In the latest issue of The Chap, I discuss bohemianism - the ultimate anti-dandyism. Below is a small excerpt.



As the great decadent siècle came to its fin, the influence of the dandies had waned. Oscar’s ignominious tumble down the ladder leading from stars back to gutter had soiled the archetypal aesthete’s velvet reputation – to be an elegant man was to be suspect, to be an elegant artist unconscionable. So it was that a new generation of poetry and paint-brush poseurs had to forge a new fashion which bespoke their anti-establishment attitudes. The green carnation in one’s lapel was old hat sartorial subversion – the new subversion required actual old hats, preferably big floppy ones of Continental provenance.
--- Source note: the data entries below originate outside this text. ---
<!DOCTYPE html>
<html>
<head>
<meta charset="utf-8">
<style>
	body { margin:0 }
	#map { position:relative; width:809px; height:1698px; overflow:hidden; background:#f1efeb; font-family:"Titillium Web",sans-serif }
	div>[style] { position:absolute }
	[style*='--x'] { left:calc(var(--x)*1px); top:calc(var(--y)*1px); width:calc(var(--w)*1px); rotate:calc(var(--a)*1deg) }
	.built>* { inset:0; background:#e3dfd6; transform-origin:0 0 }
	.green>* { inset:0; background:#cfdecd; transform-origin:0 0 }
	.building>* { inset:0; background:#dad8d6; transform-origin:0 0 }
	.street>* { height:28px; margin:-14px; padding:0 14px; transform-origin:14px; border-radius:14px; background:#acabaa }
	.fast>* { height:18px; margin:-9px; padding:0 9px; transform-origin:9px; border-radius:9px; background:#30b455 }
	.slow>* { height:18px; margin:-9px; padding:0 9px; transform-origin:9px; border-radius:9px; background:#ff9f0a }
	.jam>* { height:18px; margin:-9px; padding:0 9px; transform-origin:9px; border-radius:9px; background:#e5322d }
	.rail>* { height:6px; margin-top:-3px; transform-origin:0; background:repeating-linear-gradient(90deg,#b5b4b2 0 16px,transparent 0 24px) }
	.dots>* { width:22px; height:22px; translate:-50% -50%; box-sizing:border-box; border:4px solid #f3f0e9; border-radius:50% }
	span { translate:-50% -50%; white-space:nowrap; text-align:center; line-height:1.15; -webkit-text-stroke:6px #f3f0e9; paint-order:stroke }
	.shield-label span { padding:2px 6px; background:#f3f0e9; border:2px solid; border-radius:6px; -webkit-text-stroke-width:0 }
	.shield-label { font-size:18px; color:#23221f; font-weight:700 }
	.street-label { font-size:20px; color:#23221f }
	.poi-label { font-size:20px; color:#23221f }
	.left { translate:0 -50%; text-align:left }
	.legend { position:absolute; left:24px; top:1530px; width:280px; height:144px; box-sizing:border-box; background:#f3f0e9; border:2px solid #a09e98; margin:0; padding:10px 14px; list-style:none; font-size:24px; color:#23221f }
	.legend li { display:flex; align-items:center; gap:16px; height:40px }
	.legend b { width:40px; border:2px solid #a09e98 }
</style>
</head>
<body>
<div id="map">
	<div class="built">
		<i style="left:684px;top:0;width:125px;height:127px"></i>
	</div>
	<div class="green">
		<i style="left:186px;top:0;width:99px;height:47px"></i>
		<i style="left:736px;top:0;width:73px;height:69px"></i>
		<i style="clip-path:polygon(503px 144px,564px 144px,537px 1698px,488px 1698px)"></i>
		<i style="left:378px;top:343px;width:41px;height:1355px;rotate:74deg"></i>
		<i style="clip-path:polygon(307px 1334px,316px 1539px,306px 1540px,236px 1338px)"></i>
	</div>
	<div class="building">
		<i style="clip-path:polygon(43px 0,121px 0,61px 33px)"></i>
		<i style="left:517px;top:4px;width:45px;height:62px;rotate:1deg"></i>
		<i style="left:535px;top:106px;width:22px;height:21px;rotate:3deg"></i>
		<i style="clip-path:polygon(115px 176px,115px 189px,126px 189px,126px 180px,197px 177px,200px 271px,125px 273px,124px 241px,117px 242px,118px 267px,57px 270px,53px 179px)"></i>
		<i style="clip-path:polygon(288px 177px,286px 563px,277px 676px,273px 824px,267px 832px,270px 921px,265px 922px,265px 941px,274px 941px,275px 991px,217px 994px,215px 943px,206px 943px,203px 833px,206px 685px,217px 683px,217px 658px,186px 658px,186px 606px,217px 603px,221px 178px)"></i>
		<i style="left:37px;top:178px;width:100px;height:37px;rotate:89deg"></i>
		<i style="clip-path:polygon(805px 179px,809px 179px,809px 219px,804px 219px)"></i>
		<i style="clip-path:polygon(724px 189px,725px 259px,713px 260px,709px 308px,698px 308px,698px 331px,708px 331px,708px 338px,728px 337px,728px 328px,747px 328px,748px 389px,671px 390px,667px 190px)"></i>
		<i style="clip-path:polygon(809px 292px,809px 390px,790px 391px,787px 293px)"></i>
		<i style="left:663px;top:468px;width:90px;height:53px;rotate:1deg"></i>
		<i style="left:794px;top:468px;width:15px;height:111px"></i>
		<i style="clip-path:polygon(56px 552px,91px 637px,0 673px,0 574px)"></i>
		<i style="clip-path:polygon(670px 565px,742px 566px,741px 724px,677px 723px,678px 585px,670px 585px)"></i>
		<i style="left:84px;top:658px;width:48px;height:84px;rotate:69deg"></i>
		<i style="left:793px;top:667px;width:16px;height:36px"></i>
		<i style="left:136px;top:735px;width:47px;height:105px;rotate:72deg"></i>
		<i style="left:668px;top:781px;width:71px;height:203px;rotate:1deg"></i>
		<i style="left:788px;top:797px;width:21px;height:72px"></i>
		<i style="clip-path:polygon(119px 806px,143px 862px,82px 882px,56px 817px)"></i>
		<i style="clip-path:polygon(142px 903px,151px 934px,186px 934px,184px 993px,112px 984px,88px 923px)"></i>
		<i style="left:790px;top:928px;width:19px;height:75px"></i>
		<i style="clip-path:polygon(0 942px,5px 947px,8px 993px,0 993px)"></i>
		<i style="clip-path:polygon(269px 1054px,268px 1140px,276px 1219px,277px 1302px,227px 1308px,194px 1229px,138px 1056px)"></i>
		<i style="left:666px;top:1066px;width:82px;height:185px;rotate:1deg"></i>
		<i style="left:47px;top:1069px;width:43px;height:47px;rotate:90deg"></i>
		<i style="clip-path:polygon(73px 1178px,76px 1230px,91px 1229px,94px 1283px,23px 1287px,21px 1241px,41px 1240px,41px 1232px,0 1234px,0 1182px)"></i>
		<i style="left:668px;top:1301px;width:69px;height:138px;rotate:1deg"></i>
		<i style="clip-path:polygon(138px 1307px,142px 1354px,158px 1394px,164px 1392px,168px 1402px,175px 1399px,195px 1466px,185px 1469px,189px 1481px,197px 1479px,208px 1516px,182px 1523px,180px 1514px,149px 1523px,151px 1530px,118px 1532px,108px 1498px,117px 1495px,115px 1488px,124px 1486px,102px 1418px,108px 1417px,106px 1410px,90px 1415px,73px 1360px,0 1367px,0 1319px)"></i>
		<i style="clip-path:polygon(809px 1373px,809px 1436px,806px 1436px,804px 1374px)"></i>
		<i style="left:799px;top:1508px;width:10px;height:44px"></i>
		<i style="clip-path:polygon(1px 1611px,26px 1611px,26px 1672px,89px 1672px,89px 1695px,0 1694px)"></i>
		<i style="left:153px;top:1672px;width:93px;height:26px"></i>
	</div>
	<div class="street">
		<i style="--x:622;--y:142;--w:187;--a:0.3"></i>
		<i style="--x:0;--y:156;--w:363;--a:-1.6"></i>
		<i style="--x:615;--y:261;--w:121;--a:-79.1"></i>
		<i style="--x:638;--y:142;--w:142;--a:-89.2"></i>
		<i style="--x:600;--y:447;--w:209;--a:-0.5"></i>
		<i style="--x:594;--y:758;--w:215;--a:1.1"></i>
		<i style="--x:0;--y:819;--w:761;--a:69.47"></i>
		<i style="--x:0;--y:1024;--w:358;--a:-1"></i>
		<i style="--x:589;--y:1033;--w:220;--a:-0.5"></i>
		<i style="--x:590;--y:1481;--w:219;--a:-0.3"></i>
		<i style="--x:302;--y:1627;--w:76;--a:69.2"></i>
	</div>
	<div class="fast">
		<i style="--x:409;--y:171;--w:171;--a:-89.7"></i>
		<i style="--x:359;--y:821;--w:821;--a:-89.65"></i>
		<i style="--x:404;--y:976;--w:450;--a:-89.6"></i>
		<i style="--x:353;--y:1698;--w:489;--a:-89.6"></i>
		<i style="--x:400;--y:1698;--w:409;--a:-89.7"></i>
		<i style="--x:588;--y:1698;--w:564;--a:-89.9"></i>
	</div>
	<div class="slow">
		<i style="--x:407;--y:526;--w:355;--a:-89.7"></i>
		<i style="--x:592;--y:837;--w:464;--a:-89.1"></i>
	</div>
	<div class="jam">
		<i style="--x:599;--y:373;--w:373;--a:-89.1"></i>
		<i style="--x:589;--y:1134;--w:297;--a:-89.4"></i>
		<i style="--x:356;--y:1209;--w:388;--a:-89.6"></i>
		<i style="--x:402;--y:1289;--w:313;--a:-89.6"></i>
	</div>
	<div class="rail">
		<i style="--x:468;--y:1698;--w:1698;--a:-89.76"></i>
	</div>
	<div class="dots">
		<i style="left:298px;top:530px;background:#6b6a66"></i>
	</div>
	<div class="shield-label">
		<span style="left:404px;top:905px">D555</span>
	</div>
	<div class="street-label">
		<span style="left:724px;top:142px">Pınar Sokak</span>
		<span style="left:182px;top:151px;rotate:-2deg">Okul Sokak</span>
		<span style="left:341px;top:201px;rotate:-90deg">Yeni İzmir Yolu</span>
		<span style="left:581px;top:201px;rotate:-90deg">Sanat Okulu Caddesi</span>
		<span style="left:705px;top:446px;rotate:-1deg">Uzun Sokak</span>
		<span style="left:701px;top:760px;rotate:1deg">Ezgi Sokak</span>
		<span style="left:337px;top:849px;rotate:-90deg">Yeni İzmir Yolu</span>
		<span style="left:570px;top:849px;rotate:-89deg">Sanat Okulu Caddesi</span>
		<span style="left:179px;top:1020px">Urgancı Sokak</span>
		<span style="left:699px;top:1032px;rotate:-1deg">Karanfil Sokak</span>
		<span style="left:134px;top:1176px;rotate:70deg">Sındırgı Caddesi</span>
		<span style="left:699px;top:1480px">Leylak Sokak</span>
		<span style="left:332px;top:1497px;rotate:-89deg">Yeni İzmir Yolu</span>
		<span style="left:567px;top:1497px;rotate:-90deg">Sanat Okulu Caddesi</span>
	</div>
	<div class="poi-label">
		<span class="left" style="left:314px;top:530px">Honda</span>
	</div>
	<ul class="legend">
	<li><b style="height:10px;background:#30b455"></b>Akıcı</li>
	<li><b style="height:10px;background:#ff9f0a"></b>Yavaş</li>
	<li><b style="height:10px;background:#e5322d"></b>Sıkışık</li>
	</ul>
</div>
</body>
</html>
Into this tightly-laced world leapt the Bohemians with gypsy-inspired bravado. Their de facto suzerain, the painter Augustus John, led the way:
 But now a new kind of exhibitionism was born; in its way, as exact and conscientious as my father’s cult of the clothes-brush; a kind of inverted Dandysim. If my shoes were unpolished, they were specially made to my own design. If I abjured a collar, the black silk scarf that took its place was attached with an antique silver brooch which came from Greece. The velvet additions to my coat were no tailor’s but my own afterthought, nor were my gold earrings heirlooms, for I bought them myself: the hat I wore, of a quality that only age can impart…My abundant hair and virgin beard completed an ensemble which, if harmonious in itself, often failed to recommend me to strangers.